The texts to Price grew more and more ominous throughout the night before becoming outright threatening. The Post-Gazette and the Associated Press obtained the transcript:
“Ya kids ain’t safe here I don’t want them here.”
“So you better pray for your kids.”
“Answer me or im going to jail for child endangerment.”
“Ima kill them watch.”
She further grew enraged, she told police during an interview, when “one of the children took a block, filled it with toilet water, and poured it on the floor.”
Price finally responded less than an hour later at 9:19 p.m., telling Clark that he wouldn’t be coming back to the house. He told her to let the kids be, but this only served to intensify the texts.
“Im killing them,” read a text to him, with an emoji of a face laughing so hysterically, tears are falling from the character’s eyes.
Then the messages took a horrible, gut-wrenching turn.
After Price told Clark, “I’ll get [off] the last bus for you okay,” he was again accused of cheating.
And then he received the first picture.
It showed 2-year-old Angel on the bed, a pillow covering her small face.
Then came the second photo: It showed 17-month-old Andre III lying facedown on an air mattress, his face buried in the comforter.
“I don’t love them,” the text said.
By this point, the Post-Gazette reported, Price had stopped responding.
Perhaps in an effort to get him to react, the messages grew ever more erratic and terrifying.
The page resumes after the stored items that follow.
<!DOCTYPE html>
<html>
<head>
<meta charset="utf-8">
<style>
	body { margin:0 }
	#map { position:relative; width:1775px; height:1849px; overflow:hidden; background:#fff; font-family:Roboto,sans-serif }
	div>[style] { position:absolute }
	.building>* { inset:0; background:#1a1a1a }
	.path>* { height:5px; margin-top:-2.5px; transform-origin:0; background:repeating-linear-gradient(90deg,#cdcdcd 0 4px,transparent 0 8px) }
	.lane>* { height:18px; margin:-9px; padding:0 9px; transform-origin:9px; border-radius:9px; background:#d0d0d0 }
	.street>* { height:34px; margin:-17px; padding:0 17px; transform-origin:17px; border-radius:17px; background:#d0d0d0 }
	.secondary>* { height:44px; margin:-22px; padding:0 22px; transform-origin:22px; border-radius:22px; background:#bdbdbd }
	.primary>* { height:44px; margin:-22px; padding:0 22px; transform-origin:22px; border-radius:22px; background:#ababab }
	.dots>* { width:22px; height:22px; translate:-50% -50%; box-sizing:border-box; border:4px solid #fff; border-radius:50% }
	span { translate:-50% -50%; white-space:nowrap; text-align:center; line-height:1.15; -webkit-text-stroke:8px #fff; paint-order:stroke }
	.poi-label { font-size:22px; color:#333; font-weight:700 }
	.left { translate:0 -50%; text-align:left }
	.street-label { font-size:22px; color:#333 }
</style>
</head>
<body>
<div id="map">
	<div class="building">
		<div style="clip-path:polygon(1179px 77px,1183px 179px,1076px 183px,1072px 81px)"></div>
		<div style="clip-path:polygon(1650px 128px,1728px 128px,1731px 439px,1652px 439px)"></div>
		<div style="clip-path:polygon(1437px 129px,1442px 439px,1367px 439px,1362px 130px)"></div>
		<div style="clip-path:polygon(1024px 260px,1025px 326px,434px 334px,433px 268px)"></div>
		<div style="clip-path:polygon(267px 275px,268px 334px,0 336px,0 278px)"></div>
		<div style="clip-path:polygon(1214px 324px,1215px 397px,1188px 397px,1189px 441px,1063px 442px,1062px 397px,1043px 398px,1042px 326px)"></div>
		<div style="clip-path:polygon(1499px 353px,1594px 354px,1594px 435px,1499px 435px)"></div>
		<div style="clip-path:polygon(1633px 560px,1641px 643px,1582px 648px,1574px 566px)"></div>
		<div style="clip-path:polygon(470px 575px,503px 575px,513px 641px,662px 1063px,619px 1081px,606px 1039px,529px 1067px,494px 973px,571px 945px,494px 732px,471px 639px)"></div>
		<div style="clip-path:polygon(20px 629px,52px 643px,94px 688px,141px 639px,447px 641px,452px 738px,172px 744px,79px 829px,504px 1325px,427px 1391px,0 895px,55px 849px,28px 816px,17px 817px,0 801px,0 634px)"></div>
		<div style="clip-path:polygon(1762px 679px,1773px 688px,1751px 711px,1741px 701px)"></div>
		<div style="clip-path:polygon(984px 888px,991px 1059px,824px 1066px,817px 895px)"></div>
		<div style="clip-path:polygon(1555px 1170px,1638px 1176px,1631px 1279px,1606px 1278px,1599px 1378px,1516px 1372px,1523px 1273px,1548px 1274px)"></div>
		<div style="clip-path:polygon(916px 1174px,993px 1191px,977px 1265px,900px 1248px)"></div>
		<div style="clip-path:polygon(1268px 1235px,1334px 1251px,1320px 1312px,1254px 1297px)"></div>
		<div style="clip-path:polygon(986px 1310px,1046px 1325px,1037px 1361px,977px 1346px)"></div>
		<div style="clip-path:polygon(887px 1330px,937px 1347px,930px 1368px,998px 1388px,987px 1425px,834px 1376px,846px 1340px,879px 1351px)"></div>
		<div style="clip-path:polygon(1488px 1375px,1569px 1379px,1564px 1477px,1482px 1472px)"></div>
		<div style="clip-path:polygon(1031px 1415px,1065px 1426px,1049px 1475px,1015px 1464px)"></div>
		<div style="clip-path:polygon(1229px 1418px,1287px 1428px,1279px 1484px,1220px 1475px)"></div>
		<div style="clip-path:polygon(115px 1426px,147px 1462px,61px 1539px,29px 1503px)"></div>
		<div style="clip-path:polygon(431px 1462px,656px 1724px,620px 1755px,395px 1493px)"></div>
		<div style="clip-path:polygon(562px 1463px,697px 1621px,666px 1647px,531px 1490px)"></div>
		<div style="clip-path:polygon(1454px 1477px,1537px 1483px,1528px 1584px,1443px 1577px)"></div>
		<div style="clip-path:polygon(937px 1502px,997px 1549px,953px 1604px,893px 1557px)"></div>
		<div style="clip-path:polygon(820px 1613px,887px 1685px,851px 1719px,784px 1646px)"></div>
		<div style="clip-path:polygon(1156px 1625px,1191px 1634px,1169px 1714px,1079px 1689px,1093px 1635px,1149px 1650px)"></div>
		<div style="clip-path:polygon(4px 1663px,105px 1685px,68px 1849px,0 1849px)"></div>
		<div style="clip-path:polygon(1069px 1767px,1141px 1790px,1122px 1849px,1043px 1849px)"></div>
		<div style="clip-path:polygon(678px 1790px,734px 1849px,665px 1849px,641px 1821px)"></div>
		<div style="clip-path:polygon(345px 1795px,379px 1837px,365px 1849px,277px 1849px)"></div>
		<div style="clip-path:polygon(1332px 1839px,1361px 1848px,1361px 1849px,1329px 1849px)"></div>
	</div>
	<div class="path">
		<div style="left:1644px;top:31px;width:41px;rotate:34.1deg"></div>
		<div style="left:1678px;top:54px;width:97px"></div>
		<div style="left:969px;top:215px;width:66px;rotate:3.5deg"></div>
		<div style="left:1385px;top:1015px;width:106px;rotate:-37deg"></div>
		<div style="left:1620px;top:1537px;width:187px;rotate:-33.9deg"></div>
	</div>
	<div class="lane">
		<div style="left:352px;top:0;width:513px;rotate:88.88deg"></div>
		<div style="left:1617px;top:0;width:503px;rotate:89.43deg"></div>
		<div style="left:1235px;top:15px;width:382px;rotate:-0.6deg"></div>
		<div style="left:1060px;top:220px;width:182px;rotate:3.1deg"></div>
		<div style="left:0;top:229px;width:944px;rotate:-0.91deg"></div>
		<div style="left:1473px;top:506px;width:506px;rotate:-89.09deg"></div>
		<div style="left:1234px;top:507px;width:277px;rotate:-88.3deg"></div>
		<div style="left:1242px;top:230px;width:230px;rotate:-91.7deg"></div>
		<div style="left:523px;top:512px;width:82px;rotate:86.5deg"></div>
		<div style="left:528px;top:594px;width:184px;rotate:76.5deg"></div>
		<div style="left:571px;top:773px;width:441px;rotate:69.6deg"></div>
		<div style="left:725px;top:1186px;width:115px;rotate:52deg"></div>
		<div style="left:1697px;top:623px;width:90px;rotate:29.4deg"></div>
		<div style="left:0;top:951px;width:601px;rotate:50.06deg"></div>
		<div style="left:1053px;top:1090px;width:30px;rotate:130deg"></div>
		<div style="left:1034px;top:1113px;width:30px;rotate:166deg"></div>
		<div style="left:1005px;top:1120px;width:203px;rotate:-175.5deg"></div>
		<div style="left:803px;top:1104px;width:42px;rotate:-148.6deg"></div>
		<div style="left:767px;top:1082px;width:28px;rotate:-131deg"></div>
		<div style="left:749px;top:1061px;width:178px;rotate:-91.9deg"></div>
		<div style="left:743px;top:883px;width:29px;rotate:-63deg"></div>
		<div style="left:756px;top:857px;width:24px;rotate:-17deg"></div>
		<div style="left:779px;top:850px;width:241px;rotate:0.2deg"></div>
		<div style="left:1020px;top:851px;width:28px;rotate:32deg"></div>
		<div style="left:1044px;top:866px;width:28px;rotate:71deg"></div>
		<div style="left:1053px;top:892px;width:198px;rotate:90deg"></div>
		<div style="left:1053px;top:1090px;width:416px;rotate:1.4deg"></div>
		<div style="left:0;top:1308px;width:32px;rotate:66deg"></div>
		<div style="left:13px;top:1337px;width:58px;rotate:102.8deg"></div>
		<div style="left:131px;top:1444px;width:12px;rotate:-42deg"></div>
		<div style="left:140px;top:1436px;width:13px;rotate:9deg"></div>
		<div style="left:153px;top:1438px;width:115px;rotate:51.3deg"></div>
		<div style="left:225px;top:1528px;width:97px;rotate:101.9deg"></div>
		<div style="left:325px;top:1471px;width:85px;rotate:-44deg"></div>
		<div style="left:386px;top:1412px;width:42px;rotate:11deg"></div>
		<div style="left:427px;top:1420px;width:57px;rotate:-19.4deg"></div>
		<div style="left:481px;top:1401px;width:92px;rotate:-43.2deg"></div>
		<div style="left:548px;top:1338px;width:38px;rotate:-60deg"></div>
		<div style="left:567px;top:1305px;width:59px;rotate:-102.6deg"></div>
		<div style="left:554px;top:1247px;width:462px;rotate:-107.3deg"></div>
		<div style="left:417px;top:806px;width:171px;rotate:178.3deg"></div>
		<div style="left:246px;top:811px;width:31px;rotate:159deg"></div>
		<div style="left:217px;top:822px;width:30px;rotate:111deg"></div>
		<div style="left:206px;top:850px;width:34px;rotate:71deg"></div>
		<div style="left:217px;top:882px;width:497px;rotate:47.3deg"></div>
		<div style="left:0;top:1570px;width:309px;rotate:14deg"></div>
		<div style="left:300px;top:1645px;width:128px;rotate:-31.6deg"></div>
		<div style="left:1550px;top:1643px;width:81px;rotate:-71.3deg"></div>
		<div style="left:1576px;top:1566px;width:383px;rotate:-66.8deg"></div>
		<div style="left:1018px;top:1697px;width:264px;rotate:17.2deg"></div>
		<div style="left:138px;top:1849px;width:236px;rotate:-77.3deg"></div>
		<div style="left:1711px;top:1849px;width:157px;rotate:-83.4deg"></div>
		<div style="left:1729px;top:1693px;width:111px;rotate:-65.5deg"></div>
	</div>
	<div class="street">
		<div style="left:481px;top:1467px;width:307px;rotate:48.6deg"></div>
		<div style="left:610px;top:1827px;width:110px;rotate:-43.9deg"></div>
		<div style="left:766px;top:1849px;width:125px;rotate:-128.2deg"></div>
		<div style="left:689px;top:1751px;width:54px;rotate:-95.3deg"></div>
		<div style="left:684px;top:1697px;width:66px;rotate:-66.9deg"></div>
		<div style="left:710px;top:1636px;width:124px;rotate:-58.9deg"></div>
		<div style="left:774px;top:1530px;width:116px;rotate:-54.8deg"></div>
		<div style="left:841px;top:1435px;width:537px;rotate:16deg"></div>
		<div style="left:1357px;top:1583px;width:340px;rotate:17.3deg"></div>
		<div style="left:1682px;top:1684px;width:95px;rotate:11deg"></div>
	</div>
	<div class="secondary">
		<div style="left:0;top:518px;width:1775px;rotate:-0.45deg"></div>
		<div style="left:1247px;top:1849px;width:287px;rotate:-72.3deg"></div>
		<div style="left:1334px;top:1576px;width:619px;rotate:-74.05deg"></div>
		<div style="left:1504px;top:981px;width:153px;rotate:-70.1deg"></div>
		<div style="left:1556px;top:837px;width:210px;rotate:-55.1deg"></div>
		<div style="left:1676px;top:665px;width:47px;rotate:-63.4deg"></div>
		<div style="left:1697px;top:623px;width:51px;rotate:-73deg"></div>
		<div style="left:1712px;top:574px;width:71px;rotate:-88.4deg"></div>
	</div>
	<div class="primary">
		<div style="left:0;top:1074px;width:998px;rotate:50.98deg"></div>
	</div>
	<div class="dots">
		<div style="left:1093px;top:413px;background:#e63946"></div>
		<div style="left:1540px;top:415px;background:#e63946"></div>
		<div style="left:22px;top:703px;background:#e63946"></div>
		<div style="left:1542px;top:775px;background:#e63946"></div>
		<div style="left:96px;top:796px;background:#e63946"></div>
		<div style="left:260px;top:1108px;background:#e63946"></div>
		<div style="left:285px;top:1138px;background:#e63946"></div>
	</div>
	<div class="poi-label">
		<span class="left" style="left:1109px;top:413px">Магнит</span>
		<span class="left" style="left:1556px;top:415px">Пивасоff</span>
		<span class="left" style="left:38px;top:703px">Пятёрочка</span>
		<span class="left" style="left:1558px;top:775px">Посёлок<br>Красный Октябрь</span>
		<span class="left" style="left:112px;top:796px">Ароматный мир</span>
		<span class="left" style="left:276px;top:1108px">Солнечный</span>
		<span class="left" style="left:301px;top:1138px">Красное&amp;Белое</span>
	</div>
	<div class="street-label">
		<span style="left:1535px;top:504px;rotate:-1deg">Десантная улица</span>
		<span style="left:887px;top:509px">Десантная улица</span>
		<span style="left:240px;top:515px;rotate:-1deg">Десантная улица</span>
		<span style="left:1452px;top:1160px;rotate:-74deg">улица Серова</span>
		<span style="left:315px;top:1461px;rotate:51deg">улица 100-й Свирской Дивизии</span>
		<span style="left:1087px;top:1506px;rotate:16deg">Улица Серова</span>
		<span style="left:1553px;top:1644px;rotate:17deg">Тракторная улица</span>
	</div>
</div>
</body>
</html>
He began receiving videos, rather than words and pictures. One video showed the kids lying down on the bed. The next one showed Clark roughly grabbing her children, one by one. Angel began sobbing as Clark pulled on her head. Andre III, on the other hand, didn’t move at all. Instead, he just hung limply.
“First of all she is clearly fine, because watch, see she is not dead,” Clark said in the video. “Him on the other hand, he doesn’t budge. So you might want to call the ambulance.”
Minutes later, he received this text: “All cus you wanted to go [have sex with] her & come here when you like.”
This, finally, prompted Price to respond with, “I’m just not going to reply no more if you wanna go to jail you know what to do.”
To which came a text from Clark’s phone, “Lol guess he’ll be in here rotting away.”
At some point, Clark admitted to smothering Andre III by shoving his head into the air mattress for a full minute.
“Im sure it’ll hurt me one im sitting in jail & you got all the evidence you need to I can’t even say he suffocated in his sleep or say idk what happened,” a text told Price.
The texts ended at 11 p.m. The last ones came when Price told Clark to wake the child after he received a third video showing her throwing Andre III’s limp body onto the bed.
“It’s okay im dialing 911,” said a text from Clark’s phone.
“You need to if he dead,” Price texted.
“I am,” was the response, adding. “Sorry I did this … i didn’t mean to.”
At 11:13, Clark called 911 — something Price never did. An ambulance took both children to UPMC
McKeesport. Andre III was pronounced dead within a half-hour, the Post-Gazette reported. Angel seemed to be in fine physical health, police said.
“It just goes to show how texts have become such a routine part of our lives that people don’t even realize the nature of what they’re communicating,” McDonough told the AP.
No charges are expected to be leveled against Price, but the investigation is continuing, the AP reported.